DATA FOR PROCESSING
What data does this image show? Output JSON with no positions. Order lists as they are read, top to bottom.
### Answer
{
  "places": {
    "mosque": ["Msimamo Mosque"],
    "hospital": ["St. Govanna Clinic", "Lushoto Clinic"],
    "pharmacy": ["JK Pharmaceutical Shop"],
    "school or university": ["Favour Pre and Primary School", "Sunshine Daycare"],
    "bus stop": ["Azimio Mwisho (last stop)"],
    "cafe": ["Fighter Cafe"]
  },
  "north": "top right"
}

WHAT TO PRODUCE
Would you restate each of the entries word for word?

TASK SOLUTION
What data does this image show? Output JSON with no positions. Order lists as they are read, top to bottom.
### Answer
{
  "places": {
    "mosque": ["Msimamo Mosque"],
    "hospital": ["St. Govanna Clinic", "Lushoto Clinic"],
    "pharmacy": ["JK Pharmaceutical Shop"],
    "school or university": ["Favour Pre and Primary School", "Sunshine Daycare"],
    "bus stop": ["Azimio Mwisho (last stop)"],
    "cafe": ["Fighter Cafe"]
  },
  "north": "top right"
}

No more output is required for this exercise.